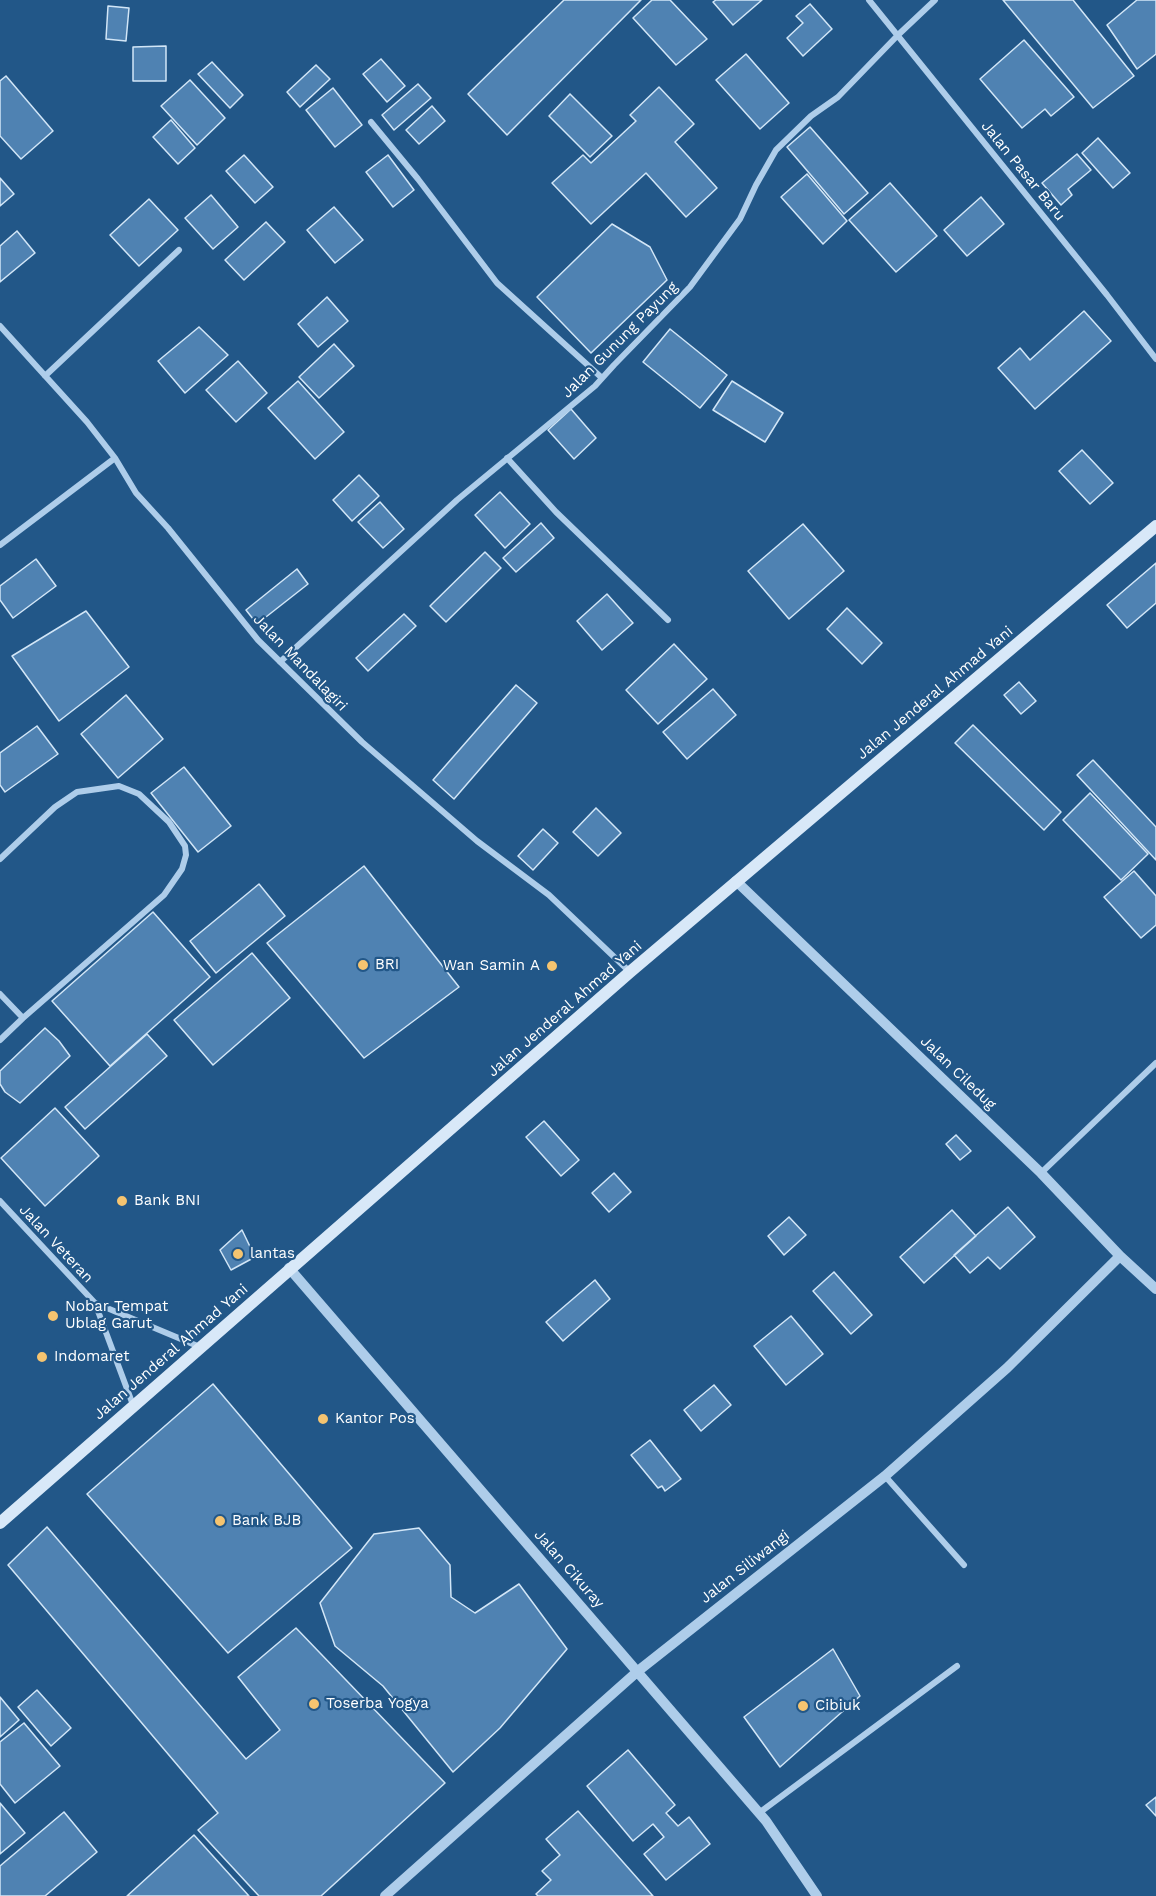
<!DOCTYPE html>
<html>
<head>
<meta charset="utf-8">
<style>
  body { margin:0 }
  canvas { display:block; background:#225788 }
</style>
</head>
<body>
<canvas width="1156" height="1896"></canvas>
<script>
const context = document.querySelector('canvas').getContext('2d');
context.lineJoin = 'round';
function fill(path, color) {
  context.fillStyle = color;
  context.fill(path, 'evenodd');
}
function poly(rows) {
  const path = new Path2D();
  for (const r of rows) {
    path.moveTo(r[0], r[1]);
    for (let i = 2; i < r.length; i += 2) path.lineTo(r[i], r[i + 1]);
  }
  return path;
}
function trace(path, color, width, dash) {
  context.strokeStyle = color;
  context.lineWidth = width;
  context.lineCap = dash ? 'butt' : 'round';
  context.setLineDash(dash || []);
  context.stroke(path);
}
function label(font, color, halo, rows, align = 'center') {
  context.font = font + ' "Work Sans",sans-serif';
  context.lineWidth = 4.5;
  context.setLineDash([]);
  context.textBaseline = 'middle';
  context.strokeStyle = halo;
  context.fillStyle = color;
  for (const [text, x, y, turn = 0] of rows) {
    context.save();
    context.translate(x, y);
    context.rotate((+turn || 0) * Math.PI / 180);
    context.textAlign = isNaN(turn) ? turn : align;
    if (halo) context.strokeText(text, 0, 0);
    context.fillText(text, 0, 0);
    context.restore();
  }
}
const building = poly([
  [564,0,641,0,507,135,468,94,564,0],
  [652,0,670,0,707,39,676,65,633,18,652,0],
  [716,0,762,0,733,25,713,2,716,0],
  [1003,0,1073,0,1134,76,1093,108,1003,0],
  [1137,0,1156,0,1156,54,1137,69,1107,25,1137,0],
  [810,4,832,29,803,56,787,38,803,23,796,16,810,4],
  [108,6,129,8,126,41,106,39,108,6],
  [1024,40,1074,97,1051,116,1045,109,1022,128,980,79,1024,40],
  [166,46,166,81,133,81,133,47,166,46],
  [746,54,789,103,760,129,716,80,746,54],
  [381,59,405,86,387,102,363,74,381,59],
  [212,62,243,95,230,108,198,74,212,62],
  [316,65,330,79,300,107,287,92,316,65],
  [6,76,53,131,21,159,0,136,0,81,6,76],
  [190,80,225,118,197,145,161,106,190,80],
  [418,84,431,98,394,130,382,115,418,84],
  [659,87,694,124,675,142,717,188,686,217,646,173,591,224,552,183,583,155,591,163,636,121,630,115,659,87],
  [333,88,362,125,335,147,306,110,333,88],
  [570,94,612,136,590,157,549,116,570,94],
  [432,106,445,121,419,144,406,130,432,106],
  [171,120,195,148,178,164,153,137,171,120],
  [810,127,868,193,844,214,787,147,810,127],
  [1098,138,1130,173,1113,188,1082,153,1098,138],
  [1077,154,1091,170,1068,189,1072,195,1061,205,1042,183,1077,154],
  [244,155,273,187,255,203,226,171,244,155],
  [388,155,414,190,393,207,366,172,388,155],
  [807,174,847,221,823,244,781,197,807,174],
  [0,178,14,194,0,206,0,178],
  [890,183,937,236,896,272,849,220,890,183],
  [211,195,238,227,213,249,185,218,211,195],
  [981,197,1004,224,967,256,944,230,981,197],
  [149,199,178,230,139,266,110,235,149,199],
  [334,207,363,240,335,263,307,230,334,207],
  [266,222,285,242,244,280,225,260,266,222],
  [612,224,650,247,667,280,591,353,537,297,612,224],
  [17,231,35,253,0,282,0,246,17,231],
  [327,297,348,321,318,347,298,324,327,297],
  [1084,311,1111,341,1035,409,998,368,1020,348,1030,360,1084,311],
  [199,327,228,355,185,393,158,361,199,327],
  [670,329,727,375,700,408,643,362,670,329],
  [334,344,354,366,319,398,299,377,334,344],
  [238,361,267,393,236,422,206,390,238,361],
  [298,381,344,432,315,459,268,408,298,381],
  [732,381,783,413,765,442,713,410,732,381],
  [571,409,596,438,574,459,548,430,571,409],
  [1082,450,1113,483,1090,504,1059,471,1082,450],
  [359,475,379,496,352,521,333,500,359,475],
  [500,492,530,524,505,548,475,515,500,492],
  [380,502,404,529,383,548,358,522,380,502],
  [541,523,554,538,516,572,503,558,541,523],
  [803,524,844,571,789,619,748,571,803,524],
  [485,552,501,568,446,622,430,606,485,552],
  [36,559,56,586,13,618,0,600,0,586,36,559],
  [1156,563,1156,603,1127,628,1107,605,1156,563],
  [297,569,308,584,257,624,246,610,297,569],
  [607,594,633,623,602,650,577,621,607,594],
  [847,608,882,643,862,664,827,629,847,608],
  [86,611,129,667,59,721,12,656,86,611],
  [404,614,416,626,368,671,356,658,404,614],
  [674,644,707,679,658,724,626,690,674,644],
  [1019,682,1036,701,1021,714,1004,695,1019,682],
  [516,685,537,703,454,799,433,780,516,685],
  [713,689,736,715,687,759,663,732,713,689],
  [126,695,163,739,118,778,81,734,126,695],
  [973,725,1061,812,1044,830,955,743,973,725],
  [37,726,58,754,5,792,0,785,0,753,37,726],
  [1093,760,1156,827,1156,860,1077,775,1093,760],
  [184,767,231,826,198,852,151,793,184,767],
  [1090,793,1148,854,1121,880,1063,820,1090,793],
  [596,808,621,833,598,856,573,832,596,808],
  [543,829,558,843,533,870,518,856,543,829],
  [364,866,459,987,364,1058,267,943,364,866],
  [1134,871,1156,896,1156,925,1141,938,1104,897,1134,871],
  [259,884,285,916,216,973,190,941,259,884],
  [153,912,210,977,110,1066,52,1001,153,912],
  [252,953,290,998,213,1065,174,1020,252,953],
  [45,1028,59,1041,70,1056,20,1103,5,1092,0,1084,0,1071,45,1028],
  [147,1034,167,1056,85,1129,65,1107,147,1034],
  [55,1108,99,1156,45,1206,1,1158,55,1108],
  [544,1121,579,1160,561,1176,526,1137,544,1121],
  [956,1135,971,1151,960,1160,946,1144,956,1135],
  [614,1173,631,1192,609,1212,592,1193,614,1173],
  [1008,1207,1035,1237,1000,1269,988,1257,970,1273,954,1255,1008,1207],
  [952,1210,976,1236,924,1283,900,1257,952,1210],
  [789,1217,806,1235,784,1255,768,1236,789,1217],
  [242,1230,255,1257,231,1270,220,1250,242,1230],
  [834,1272,872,1315,851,1334,813,1291,834,1272],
  [595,1280,610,1299,563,1341,546,1322,595,1280],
  [791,1316,823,1354,786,1385,754,1346,791,1316],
  [213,1384,352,1548,228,1653,87,1494,213,1384],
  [714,1385,731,1405,701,1431,684,1410,714,1385],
  [650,1440,681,1479,665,1491,662,1486,658,1488,631,1455,650,1440],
  [47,1527,246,1759,280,1730,238,1677,296,1628,445,1783,321,1896,259,1896,198,1830,218,1813,8,1565,47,1527],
  [419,1528,450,1565,451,1597,475,1613,519,1584,567,1649,500,1728,453,1772,383,1686,335,1646,320,1603,374,1534,419,1528],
  [833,1649,860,1696,780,1767,744,1717,833,1649],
  [37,1690,71,1728,51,1746,18,1707,37,1690],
  [0,1697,19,1720,0,1737,0,1697],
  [24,1723,60,1766,15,1803,0,1784,0,1742,24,1723],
  [628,1750,675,1805,666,1813,678,1826,689,1817,710,1844,666,1880,644,1854,664,1837,653,1824,633,1841,587,1786,628,1750],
  [1156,1797,1156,1816,1146,1805,1156,1797],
  [0,1803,25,1833,0,1854,0,1803],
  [578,1811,653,1896,538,1896,536,1894,551,1880,542,1871,560,1855,546,1839,578,1811],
  [64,1812,97,1852,45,1896,0,1896,0,1866,64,1812],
  [194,1835,249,1896,127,1896,194,1835]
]);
fill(building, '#4f82b2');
trace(building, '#d2e6f7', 1.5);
trace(poly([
  [869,0,1107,295,1156,359],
  [371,122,418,179,497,283,602,378],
  [0,326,87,422,115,458,136,493,168,528,258,640,362,742,477,841,549,895,630,972],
  [45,376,179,250],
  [507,458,556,512,668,620],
  [0,545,115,458],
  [280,662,457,500,595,386,614,365,690,287,740,219,756,185,776,150,811,116,838,97,898,35,935,0],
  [0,859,55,807,77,792,119,786,139,794,169,822,185,846,186,855,182,869,164,895,23,1018,0,1040],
  [0,994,23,1018],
  [1041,1173,1156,1063],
  [0,1201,95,1303,133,1405],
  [95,1303,200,1347],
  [885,1476,964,1565],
  [759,1813,957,1666]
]), '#aecdea', 6);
trace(poly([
  [736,881,1041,1173,1120,1256,1156,1289],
  [289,1268,766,1821,817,1896],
  [385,1896,638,1671,885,1476,1007,1368,1120,1256]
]), '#aecdea', 10);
trace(poly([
  [0,1523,630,972,1156,526]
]), '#d8e8f8', 12);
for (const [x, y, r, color] of [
  [363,965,6,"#f5c470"],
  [552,966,6,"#f5c470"],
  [122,1201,6,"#f5c470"],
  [238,1254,6,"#f5c470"],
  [53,1316,6,"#f5c470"],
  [42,1357,6,"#f5c470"],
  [323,1419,6,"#f5c470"],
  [220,1521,6,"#f5c470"],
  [314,1704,6,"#f5c470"],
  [803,1706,6,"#f5c470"]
]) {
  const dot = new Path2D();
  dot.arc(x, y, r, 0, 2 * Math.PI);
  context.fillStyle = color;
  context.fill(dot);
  trace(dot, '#225788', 2);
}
label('15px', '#fff', '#225788', [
  ["Jalan Pasar Baru",1023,171,51],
  ["Jalan Gunung Payung",620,340,-45],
  ["Jalan Mandalagiri",300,663,46],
  ["Jalan Jenderal Ahmad Yani",935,693,-40],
  ["Jalan Jenderal Ahmad Yani",565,1009,-41],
  ["Jalan Ciledug",958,1073,44],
  ["Jalan Veteran",56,1244,47],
  ["Jalan Jenderal Ahmad Yani",171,1352,-41],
  ["Jalan Siliwangi",745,1567,-38],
  ["Jalan Cikuray",569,1569,49]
]);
label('15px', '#fff', '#225788', [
  ["BRI",375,965],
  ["Wan Samin A",540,966,"right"],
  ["Bank BNI",134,1201],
  ["lantas",250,1254],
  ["Nobar Tempat",65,1307],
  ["Ublag Garut",65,1324],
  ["Indomaret",54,1357],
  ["Kantor Pos",335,1419],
  ["Bank BJB",232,1521],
  ["Toserba Yogya",326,1704],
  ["Cibiuk",815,1706]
], 'left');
</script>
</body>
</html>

****************

#### [What you are asked to do]
Your answer should be one number: the count of lines holding "function" in the listing.

#### [Result]
4